**Directions for this task**
Print out every entry, keeping each line identical to the original.

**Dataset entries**
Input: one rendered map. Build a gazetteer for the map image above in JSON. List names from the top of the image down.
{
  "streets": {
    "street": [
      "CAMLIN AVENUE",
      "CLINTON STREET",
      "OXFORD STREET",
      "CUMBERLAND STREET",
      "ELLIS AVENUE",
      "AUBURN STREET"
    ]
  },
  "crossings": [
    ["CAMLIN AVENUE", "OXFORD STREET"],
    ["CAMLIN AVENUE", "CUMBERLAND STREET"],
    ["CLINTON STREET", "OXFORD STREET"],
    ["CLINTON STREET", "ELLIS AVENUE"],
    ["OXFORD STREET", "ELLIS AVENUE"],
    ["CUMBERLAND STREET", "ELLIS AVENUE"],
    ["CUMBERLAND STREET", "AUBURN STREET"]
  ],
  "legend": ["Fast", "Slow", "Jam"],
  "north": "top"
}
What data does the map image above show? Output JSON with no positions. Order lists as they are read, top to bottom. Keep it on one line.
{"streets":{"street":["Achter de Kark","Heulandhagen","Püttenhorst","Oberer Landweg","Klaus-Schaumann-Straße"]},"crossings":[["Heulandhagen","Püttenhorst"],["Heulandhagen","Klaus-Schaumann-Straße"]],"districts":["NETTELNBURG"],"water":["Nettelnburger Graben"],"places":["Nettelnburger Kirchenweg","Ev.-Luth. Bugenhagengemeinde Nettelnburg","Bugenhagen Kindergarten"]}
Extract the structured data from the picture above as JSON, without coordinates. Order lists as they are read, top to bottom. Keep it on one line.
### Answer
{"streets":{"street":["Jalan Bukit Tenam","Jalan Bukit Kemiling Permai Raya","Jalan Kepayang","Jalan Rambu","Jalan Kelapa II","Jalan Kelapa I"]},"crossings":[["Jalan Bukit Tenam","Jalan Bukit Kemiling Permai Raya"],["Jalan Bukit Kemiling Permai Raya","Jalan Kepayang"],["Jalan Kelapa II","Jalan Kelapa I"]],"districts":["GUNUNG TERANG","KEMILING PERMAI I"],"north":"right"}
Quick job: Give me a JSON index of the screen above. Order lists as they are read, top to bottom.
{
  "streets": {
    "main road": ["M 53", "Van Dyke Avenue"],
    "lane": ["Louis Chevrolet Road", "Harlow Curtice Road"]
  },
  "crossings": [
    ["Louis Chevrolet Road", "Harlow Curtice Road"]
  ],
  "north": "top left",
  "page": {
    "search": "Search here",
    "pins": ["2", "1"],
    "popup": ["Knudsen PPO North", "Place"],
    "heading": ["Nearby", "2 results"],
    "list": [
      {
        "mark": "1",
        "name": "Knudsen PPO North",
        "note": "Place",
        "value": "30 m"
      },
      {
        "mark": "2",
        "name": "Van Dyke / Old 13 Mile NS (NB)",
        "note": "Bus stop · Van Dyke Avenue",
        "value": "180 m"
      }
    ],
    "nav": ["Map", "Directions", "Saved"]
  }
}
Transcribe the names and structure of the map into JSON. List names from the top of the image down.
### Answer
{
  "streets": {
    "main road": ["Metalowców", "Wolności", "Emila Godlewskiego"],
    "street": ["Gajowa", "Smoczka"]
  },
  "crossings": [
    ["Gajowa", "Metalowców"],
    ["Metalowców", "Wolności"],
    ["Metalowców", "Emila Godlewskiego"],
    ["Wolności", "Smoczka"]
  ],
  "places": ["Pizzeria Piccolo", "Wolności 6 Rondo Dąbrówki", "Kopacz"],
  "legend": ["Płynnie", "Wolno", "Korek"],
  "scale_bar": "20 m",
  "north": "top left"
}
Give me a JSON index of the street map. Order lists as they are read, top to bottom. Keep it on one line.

**Answer box**
Input: one rendered map. Build a gazetteer for the map image above in JSON. List names from the top of the image down.
{
  "streets": {
    "street": [
      "CAMLIN AVENUE",
      "CLINTON STREET",
      "OXFORD STREET",
      "CUMBERLAND STREET",
      "ELLIS AVENUE",
      "AUBURN STREET"
    ]
  },
  "crossings": [
    ["CAMLIN AVENUE", "OXFORD STREET"],
    ["CAMLIN AVENUE", "CUMBERLAND STREET"],
    ["CLINTON STREET", "OXFORD STREET"],
    ["CLINTON STREET", "ELLIS AVENUE"],
    ["OXFORD STREET", "ELLIS AVENUE"],
    ["CUMBERLAND STREET", "ELLIS AVENUE"],
    ["CUMBERLAND STREET", "AUBURN STREET"]
  ],
  "legend": ["Fast", "Slow", "Jam"],
  "north": "top"
}
What data does the map image above show? Output JSON with no positions. Order lists as they are read, top to bottom. Keep it on one line.
{"streets":{"street":["Achter de Kark","Heulandhagen","Püttenhorst","Oberer Landweg","Klaus-Schaumann-Straße"]},"crossings":[["Heulandhagen","Püttenhorst"],["Heulandhagen","Klaus-Schaumann-Straße"]],"districts":["NETTELNBURG"],"water":["Nettelnburger Graben"],"places":["Nettelnburger Kirchenweg","Ev.-Luth. Bugenhagengemeinde Nettelnburg","Bugenhagen Kindergarten"]}
Extract the structured data from the picture above as JSON, without coordinates. Order lists as they are read, top to bottom. Keep it on one line.
### Answer
{"streets":{"street":["Jalan Bukit Tenam","Jalan Bukit Kemiling Permai Raya","Jalan Kepayang","Jalan Rambu","Jalan Kelapa II","Jalan Kelapa I"]},"crossings":[["Jalan Bukit Tenam","Jalan Bukit Kemiling Permai Raya"],["Jalan Bukit Kemiling Permai Raya","Jalan Kepayang"],["Jalan Kelapa II","Jalan Kelapa I"]],"districts":["GUNUNG TERANG","KEMILING PERMAI I"],"north":"right"}
Quick job: Give me a JSON index of the screen above. Order lists as they are read, top to bottom.
{
  "streets": {
    "main road": ["M 53", "Van Dyke Avenue"],
    "lane": ["Louis Chevrolet Road", "Harlow Curtice Road"]
  },
  "crossings": [
    ["Louis Chevrolet Road", "Harlow Curtice Road"]
  ],
  "north": "top left",
  "page": {
    "search": "Search here",
    "pins": ["2", "1"],
    "popup": ["Knudsen PPO North", "Place"],
    "heading": ["Nearby", "2 results"],
    "list": [
      {
        "mark": "1",
        "name": "Knudsen PPO North",
        "note": "Place",
        "value": "30 m"
      },
      {
        "mark": "2",
        "name": "Van Dyke / Old 13 Mile NS (NB)",
        "note": "Bus stop · Van Dyke Avenue",
        "value": "180 m"
      }
    ],
    "nav": ["Map", "Directions", "Saved"]
  }
}
Transcribe the names and structure of the map into JSON. List names from the top of the image down.
### Answer
{
  "streets": {
    "main road": ["Metalowców", "Wolności", "Emila Godlewskiego"],
    "street": ["Gajowa", "Smoczka"]
  },
  "crossings": [
    ["Gajowa", "Metalowców"],
    ["Metalowców", "Wolności"],
    ["Metalowców", "Emila Godlewskiego"],
    ["Wolności", "Smoczka"]
  ],
  "places": ["Pizzeria Piccolo", "Wolności 6 Rondo Dąbrówki", "Kopacz"],
  "legend": ["Płynnie", "Wolno", "Korek"],
  "scale_bar": "20 m",
  "north": "top left"
}
Give me a JSON index of the street map. Order lists as they are read, top to bottom. Keep it on one line.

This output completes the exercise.